Prior to May 14, 2014, the 2018 and 2020 Notes were not convertible except in connection with a make whole fundamental change, as defined in the respective indentures. Beginning on, and including, May 15, 2014, the 2018 and 2020 Notes are convertible prior to the close of business on the business day immediately preceding May 15, 2018, in the case of the 2018 Notes, and May 15, 2020, in the case of the 2020 Notes, only under the following circumstances: (1) during any calendar quarter commencing after the calendar quarter ending on March 31, 2014 (and only during such calendar quarter), if the last reported sale price of our common stock for at least 20 trading days (whether or not consecutive) during a period of 30 consecutive trading days ending on the last trading day of the immediately preceding calendar quarter is greater than or equal to 130% of the conversion price for the 2018 Notes or 2020 Notes, as applicable, on each applicable trading day; (2) during the five business day period after any five consecutive trading day period (the “measurement period”) in which the trading price per $1,000 principal amount of 2018 Notes or 2020 Notes, as applicable, for each trading day of the measurement period was less than 98% of the product of the last reported sale price of our common stock and the conversion rate for the 2018 Notes or 2020 Notes, as applicable, on each such trading day; or (3) upon the occurrence of specified corporate events.

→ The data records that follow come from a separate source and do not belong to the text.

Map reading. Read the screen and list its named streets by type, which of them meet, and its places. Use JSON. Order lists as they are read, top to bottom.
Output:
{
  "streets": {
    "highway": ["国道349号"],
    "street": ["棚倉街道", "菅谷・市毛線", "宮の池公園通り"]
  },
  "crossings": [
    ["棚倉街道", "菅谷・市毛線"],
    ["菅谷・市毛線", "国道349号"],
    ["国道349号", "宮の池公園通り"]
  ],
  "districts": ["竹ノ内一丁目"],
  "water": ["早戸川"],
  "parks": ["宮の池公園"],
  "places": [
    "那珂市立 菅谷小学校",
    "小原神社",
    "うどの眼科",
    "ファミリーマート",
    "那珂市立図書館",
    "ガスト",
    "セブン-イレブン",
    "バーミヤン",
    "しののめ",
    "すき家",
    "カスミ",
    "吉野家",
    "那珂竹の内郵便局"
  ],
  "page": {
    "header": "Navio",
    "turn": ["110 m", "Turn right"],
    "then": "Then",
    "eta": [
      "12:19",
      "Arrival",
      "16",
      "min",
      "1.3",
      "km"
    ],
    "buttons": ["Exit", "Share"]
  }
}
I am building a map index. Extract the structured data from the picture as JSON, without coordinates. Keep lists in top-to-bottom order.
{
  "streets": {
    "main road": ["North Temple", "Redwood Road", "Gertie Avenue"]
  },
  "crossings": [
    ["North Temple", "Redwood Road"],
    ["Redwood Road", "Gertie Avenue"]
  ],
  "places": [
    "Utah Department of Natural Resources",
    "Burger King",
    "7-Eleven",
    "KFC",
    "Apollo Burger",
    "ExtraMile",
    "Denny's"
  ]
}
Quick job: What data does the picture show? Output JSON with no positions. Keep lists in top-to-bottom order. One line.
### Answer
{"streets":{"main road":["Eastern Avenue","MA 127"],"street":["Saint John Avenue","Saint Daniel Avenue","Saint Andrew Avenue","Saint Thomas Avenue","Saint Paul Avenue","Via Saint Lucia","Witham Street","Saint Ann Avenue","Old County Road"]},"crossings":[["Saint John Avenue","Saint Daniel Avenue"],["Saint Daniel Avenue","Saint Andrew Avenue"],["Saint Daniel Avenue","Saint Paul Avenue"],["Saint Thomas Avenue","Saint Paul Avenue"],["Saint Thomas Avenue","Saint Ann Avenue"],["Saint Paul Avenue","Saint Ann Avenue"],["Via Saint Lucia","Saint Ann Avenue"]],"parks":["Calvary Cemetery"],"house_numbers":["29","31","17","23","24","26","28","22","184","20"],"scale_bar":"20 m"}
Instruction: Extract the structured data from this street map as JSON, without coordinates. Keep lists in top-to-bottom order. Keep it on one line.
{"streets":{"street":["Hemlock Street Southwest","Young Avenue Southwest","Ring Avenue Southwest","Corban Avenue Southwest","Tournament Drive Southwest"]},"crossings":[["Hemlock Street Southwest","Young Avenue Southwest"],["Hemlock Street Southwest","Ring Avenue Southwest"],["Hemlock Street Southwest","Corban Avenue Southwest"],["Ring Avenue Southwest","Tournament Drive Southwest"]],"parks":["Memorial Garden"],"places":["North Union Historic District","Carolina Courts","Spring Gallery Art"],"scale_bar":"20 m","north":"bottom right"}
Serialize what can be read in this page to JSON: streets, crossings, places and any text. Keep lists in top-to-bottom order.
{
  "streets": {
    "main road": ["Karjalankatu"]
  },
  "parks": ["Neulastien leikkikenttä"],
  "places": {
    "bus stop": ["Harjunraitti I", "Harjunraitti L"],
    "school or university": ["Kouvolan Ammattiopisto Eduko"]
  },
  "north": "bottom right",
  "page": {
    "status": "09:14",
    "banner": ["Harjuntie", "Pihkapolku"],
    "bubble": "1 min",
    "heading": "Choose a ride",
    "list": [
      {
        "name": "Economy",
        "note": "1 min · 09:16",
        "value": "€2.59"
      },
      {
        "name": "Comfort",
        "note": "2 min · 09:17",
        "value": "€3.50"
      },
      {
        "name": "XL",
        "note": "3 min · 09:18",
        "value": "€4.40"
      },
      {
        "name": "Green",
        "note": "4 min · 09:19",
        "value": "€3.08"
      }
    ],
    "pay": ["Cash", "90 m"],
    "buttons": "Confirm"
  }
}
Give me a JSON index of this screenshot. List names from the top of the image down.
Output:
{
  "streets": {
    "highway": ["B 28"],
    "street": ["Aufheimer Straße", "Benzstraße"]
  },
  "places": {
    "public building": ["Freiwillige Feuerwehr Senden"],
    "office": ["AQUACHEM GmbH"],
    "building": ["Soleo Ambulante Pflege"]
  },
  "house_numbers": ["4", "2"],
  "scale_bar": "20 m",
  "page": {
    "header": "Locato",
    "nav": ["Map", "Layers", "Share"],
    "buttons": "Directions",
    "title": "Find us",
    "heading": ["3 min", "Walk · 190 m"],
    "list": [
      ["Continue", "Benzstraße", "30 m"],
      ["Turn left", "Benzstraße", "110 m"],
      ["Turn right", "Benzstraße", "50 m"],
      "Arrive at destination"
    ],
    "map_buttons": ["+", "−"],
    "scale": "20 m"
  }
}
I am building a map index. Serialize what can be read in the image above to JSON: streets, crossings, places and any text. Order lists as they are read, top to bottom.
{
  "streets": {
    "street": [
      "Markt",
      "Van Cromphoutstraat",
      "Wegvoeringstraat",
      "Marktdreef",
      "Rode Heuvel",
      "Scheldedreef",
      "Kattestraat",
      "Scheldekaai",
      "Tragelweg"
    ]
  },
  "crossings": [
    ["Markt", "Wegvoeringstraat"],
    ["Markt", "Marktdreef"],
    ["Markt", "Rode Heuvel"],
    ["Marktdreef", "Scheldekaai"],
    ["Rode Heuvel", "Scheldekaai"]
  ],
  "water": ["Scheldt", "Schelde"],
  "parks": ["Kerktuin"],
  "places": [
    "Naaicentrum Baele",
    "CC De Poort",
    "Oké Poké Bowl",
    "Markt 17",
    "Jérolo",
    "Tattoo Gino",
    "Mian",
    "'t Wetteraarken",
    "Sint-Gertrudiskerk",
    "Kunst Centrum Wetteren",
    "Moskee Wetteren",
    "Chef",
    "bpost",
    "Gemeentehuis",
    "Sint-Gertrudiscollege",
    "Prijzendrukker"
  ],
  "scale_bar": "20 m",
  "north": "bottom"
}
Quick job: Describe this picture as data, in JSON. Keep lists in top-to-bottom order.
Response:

On or after May 15, 2018, in the case of the 2018 Notes, and May 15, 2020, in the case of the 2020 Notes, until the close of business on the second scheduled trading day immediately preceding the relevant maturity date, the Notes are convertible at any time, regardless of the foregoing circumstances. Upon conversion we will pay or deliver, as the case may be, cash, shares of common stock or a combination of cash and shares of common stock, at our election.

 

On July 1, 2016, the 2018 Notes and 2020 Notes became convertible through at least September 30, 2016, based on meeting the conversion criteria related to the sale price of our common stock during the calendar quarter ended June 30, 2016 as described in (1) above. Management’s intent is to settle any conversions of 2018 Notes or 2020 Notes during this period in shares of our common stock and, therefore, the 2018 Notes and 2020 Notes are reflected in long term liabilities on the condensed consolidated balance sheet at June 30, 2016.

 

12.     Defined benefit pension obligation

 

We maintain a defined benefit pension plan for Incyte Biosciences Luxembourg S.a.r.l. employees.  The plan provides benefits to employees upon retirement, death or disability.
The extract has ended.